[[ Input records open ]]

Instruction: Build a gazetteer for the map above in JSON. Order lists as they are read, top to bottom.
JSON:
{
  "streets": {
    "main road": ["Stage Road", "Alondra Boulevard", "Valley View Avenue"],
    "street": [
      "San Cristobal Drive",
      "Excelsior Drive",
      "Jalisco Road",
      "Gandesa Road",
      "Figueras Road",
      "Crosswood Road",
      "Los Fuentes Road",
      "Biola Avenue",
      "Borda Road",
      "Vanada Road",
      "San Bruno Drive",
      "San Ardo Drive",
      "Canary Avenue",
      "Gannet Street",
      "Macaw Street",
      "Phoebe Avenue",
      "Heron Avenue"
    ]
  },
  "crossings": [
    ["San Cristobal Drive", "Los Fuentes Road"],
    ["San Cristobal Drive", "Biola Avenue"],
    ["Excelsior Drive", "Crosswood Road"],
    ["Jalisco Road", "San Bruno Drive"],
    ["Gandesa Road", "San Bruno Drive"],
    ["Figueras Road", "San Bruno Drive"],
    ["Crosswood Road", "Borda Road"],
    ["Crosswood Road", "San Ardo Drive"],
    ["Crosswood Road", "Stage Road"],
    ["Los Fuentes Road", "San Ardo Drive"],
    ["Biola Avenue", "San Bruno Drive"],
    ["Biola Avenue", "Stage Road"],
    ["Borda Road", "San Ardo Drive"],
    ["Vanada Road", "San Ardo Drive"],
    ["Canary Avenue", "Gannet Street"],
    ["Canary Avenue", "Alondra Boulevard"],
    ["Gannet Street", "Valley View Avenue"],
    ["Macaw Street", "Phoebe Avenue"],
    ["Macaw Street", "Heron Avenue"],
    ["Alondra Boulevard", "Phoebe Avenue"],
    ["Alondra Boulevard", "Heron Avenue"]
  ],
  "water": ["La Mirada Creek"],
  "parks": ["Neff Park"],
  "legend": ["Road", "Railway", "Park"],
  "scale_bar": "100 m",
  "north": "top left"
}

[[ Input records closed ]]

* Activity *
Using the entries above, print each one again without any alteration.

* Response *
Instruction: Build a gazetteer for the map above in JSON. Order lists as they are read, top to bottom.
JSON:
{
  "streets": {
    "main road": ["Stage Road", "Alondra Boulevard", "Valley View Avenue"],
    "street": [
      "San Cristobal Drive",
      "Excelsior Drive",
      "Jalisco Road",
      "Gandesa Road",
      "Figueras Road",
      "Crosswood Road",
      "Los Fuentes Road",
      "Biola Avenue",
      "Borda Road",
      "Vanada Road",
      "San Bruno Drive",
      "San Ardo Drive",
      "Canary Avenue",
      "Gannet Street",
      "Macaw Street",
      "Phoebe Avenue",
      "Heron Avenue"
    ]
  },
  "crossings": [
    ["San Cristobal Drive", "Los Fuentes Road"],
    ["San Cristobal Drive", "Biola Avenue"],
    ["Excelsior Drive", "Crosswood Road"],
    ["Jalisco Road", "San Bruno Drive"],
    ["Gandesa Road", "San Bruno Drive"],
    ["Figueras Road", "San Bruno Drive"],
    ["Crosswood Road", "Borda Road"],
    ["Crosswood Road", "San Ardo Drive"],
    ["Crosswood Road", "Stage Road"],
    ["Los Fuentes Road", "San Ardo Drive"],
    ["Biola Avenue", "San Bruno Drive"],
    ["Biola Avenue", "Stage Road"],
    ["Borda Road", "San Ardo Drive"],
    ["Vanada Road", "San Ardo Drive"],
    ["Canary Avenue", "Gannet Street"],
    ["Canary Avenue", "Alondra Boulevard"],
    ["Gannet Street", "Valley View Avenue"],
    ["Macaw Street", "Phoebe Avenue"],
    ["Macaw Street", "Heron Avenue"],
    ["Alondra Boulevard", "Phoebe Avenue"],
    ["Alondra Boulevard", "Heron Avenue"]
  ],
  "water": ["La Mirada Creek"],
  "parks": ["Neff Park"],
  "legend": ["Road", "Railway", "Park"],
  "scale_bar": "100 m",
  "north": "top left"
}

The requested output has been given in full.